Chimney vs Cracked Pepper
Both from Behr's palette. Chimney reads as blue-grey, while Cracked Pepper reads as grey — two distinct hue families, not close cousins. They have nearly identical light reflectance values (8 vs 8), so they'll read as similarly Dark in most lighting conditions. Both lean blue, so they'll behave similarly in mixed or changing light conditions. The ΔE 3.4 gap is real but not dramatic — close enough to use together, distinct enough to matter as a choice. Below you'll find 2 real-room photo comparisons where both colors appear side by side, plus 5 simulated room previews.

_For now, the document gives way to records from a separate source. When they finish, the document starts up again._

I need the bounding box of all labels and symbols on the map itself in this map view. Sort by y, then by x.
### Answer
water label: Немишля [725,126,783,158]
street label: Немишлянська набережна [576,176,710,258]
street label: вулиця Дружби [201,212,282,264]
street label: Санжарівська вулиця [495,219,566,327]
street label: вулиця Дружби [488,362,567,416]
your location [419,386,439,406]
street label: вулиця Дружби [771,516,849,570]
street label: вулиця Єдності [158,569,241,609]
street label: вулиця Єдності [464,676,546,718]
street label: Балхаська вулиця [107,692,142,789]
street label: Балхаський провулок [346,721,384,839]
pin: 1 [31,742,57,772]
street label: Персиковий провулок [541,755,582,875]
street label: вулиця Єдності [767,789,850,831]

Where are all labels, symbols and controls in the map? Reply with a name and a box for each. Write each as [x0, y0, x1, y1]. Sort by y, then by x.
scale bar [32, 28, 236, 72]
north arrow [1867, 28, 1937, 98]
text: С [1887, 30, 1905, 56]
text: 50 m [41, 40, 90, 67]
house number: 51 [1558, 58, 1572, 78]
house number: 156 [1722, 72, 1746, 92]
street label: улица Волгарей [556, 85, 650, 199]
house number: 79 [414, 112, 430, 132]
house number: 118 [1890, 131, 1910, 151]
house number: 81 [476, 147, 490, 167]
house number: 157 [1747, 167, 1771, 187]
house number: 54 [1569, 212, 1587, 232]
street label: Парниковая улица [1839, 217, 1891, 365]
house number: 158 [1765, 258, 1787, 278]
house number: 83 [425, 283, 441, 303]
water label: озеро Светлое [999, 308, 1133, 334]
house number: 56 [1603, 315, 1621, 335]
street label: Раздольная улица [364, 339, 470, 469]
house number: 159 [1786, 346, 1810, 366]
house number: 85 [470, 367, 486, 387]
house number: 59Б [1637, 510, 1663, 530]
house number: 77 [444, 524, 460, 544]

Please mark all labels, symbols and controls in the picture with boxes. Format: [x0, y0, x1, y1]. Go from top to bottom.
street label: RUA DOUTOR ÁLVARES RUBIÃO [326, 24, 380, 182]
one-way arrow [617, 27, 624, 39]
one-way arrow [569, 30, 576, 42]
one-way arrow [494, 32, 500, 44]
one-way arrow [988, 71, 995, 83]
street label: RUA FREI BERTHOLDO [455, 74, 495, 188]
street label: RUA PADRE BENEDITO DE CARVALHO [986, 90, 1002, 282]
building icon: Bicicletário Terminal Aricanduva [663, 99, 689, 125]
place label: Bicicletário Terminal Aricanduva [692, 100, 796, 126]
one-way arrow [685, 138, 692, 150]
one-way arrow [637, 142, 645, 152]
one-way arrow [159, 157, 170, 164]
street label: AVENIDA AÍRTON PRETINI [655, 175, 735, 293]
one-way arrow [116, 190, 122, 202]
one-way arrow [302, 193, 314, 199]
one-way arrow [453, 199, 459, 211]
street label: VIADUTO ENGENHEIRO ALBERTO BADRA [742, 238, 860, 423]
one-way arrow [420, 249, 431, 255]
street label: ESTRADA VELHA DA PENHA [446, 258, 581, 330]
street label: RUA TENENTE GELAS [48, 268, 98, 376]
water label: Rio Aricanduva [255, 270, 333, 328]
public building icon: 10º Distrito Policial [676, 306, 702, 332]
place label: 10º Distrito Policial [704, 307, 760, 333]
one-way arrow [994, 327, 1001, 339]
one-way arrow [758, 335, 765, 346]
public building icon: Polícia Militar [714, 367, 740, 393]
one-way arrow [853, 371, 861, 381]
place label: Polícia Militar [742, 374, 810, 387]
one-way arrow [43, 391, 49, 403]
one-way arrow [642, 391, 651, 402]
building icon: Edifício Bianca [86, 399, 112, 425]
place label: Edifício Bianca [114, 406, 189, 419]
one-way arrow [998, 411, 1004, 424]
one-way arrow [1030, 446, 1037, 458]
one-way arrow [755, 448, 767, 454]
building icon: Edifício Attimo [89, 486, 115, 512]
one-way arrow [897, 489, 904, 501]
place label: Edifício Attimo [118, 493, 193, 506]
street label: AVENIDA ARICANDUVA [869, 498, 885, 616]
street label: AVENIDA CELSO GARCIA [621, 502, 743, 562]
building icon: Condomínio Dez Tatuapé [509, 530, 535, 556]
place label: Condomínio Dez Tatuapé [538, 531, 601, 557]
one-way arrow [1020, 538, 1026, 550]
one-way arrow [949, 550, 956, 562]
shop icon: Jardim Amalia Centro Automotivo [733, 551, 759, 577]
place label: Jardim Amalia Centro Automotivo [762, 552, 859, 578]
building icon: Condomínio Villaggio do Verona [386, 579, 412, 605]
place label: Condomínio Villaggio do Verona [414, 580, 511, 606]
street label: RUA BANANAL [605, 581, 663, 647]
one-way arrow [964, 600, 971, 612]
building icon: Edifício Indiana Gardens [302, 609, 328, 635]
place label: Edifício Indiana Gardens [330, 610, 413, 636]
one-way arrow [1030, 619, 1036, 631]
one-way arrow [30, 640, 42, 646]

Chimney vs Cracked Pepper in Real Spaces
2 real rooms side by side. Chimney and Cracked Pepper are close enough that the difference can be hard to judge from a chip alone — these photos show how each reads at scale, across different spaces and lighting conditions.
Living Room
In a living room, color works across both daylight and evening light — the same wall can read very differently at noon and at 8pm. The temperature contrast between Cracked Pepper and Chimney is what sets these apart most in this context.
Bedroom
The context that matters most in a bedroom is how a color reads under a bedside lamp at night, not under noon daylight. Cracked Pepper brings more warmth to the space, while Chimney keeps things cooler and crisper.
Color Details
Chimney vs Cracked Pepper Simulated Comparison
5 simulated room previews — drag the slider on each to see Chimney on one side and Cracked Pepper on the other.
Digital color is approximate. These simulations are generated from the manufacturer's hex values and overlaid on grayscale room photos — your screen's calibration, brightness, and viewing angle all affect how they render. Before committing to either color, test physical samples in your own space under the light you actually live with.
More Chimney comparisons
See how Chimney stacks up against other well-photographed colors across different brands and tones.